1947: Eight years after its founding, Hewlett-Packard incorporates. The tiny garage in Palo Alto, California, where the company originated is now regarded as the birthplace of Silicon Valley.
Plenty of rock bands have come out of garages, and Jobs and Wozniak noodled around in one with their goofy little computer, too, but Hewlett-Packard must be considered the mother of all garage productions.
Bill Hewlett and Dave Packard met as engineering students at Stanford back in the early ’30s and cemented their lifelong friendship during a post-graduation camping trip. Packard went off to take a job with General Electric, while Hewlett went on to postgraduate studies.

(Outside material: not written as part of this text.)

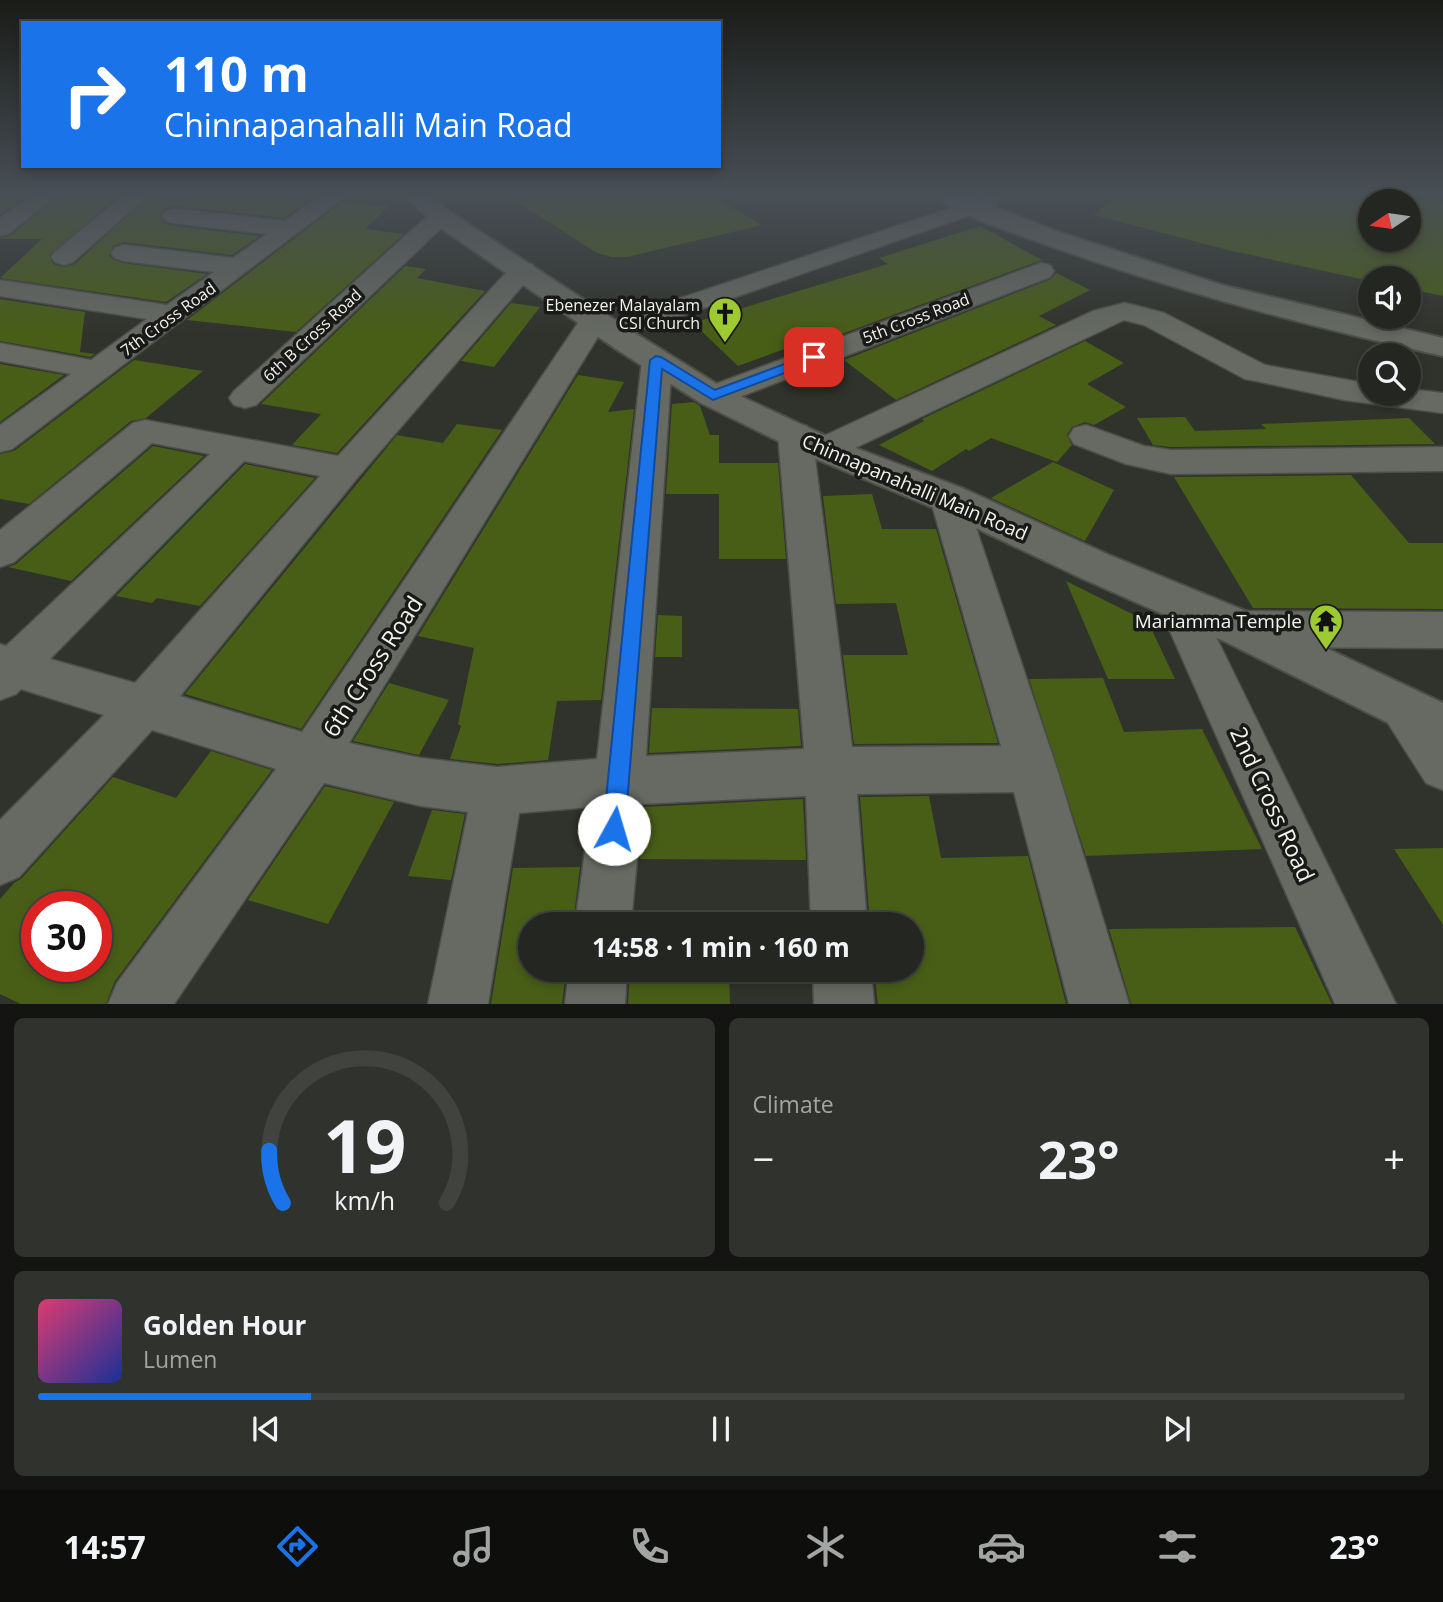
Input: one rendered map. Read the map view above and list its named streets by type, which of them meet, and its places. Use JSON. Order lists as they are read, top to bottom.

They were reunited by Stanford prof Fred Terman, who encouraged the two to “make a run for it.”
With a nut of $500 in cash [about $8,000 in today's money] borrowed from Terman, plus a used Sears, Roebuck drill press, Hewlett-Packard swung into action in the small shed behind Packard’s modest house at 367 Addison Ave. The company’s first product, released in 1938, was an audio oscillator used for testing sound equipment. When the Walt Disney Co. bought eight of them to develop the technically advanced movie Fantasia, HP was off and running.

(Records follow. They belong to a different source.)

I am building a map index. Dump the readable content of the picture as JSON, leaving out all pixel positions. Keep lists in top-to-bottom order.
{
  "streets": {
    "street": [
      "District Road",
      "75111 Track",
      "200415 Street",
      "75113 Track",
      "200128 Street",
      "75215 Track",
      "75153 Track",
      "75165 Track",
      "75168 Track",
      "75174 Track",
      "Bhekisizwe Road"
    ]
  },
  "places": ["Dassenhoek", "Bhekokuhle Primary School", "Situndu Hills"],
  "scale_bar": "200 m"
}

Packard and Hewlett (and that’s the last time you’ll see the names in that order) made the partnership permanent Jan. 1, 1939. The formal name was determined by the gracious winner of a coin toss. Even though Packard won the toss, he apparently liked the way “Hewlett-Packard” sounded, so they went with that. He never had reason to regret the choice.

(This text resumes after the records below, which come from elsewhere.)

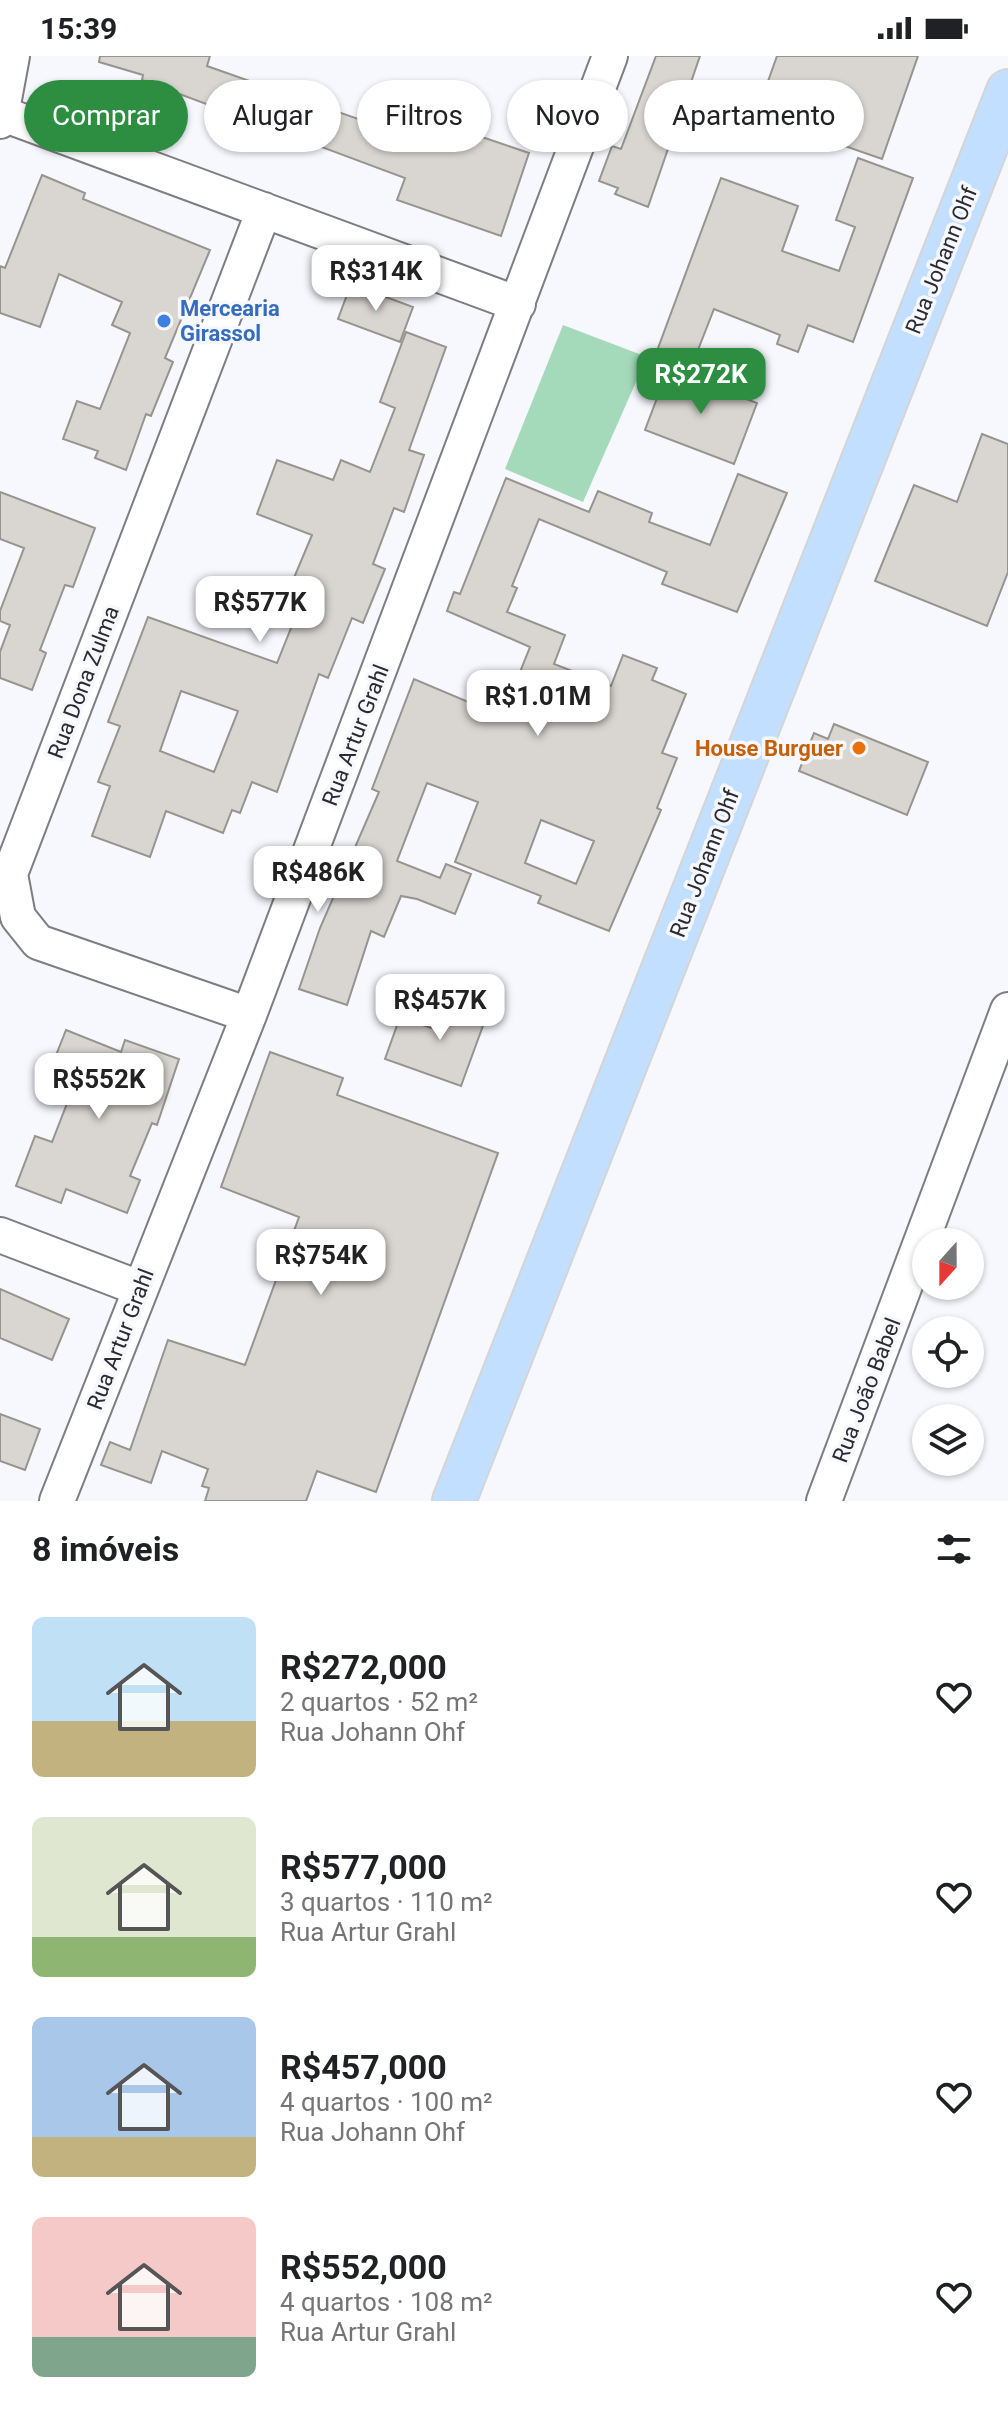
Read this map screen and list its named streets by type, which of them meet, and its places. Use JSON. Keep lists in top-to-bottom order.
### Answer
{
  "streets": {
    "main road": ["Rua Johann Ohf"],
    "street": ["Rua Dona Zulma", "Rua Artur Grahl", "Rua João Babel"]
  },
  "crossings": [
    ["Rua Dona Zulma", "Rua Artur Grahl"]
  ],
  "places": ["Mercearia Girassol", "House Burguer"],
  "north": "bottom",
  "page": {
    "status": "15:39",
    "chip": [
      "Comprar",
      "Alugar",
      "Filtros",
      "Novo",
      "Apartamento"
    ],
    "price": [
      "R$314K",
      "R$272K",
      "R$577K",
      "R$1.01M",
      "R$486K",
      "R$457K",
      "R$552K",
      "R$754K"
    ],
    "heading": "8 imóveis",
    "list": [
      {
        "name": "R$272,000",
        "note": "2 quartos · 52 m² · Rua Johann Ohf"
      },
      {
        "name": "R$577,000",
        "note": "3 quartos · 110 m² · Rua Artur Grahl"
      },
      {
        "name": "R$457,000",
        "note": "4 quartos · 100 m² · Rua Johann Ohf"
      },
      {
        "name": "R$552,000",
        "note": "4 quartos · 108 m² · Rua Artur Grahl"
      }
    ]
  }
}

Hewlett-Packard’s rise as a tech powerhouse is a story that’s been told ad nauseam. The electronics products were first-rate and eagerly embraced. Want became need with the coming of World War II, and HP quickly grew, moving out of Packard’s garage in 1940.
But the company was innovative in another, perhaps less-known way, that’s equally important. Thanks to the humanistic sensibilities of Messrs. Hewlett and Packard, HP also demonstrated a new type of management technique, one that placed a premium on the workers and their happiness. This open-management style was the prototype for how many technology companies, particularly in Silicon Valley, would operate decades later.
Packard, especially, was interested in fostering a relaxed working atmosphere. In practicing “management by walking around,” he devised what became known as his 11 simple rules. He also practiced what he preached. Once, when an engineer defied his direct order to stop work on an oscilloscope that later became a commercial success, Packard had a special medal struck for the man, inscribed: “Extraordinary Contempt and Defiance Beyond the Usual Call of Engineering.”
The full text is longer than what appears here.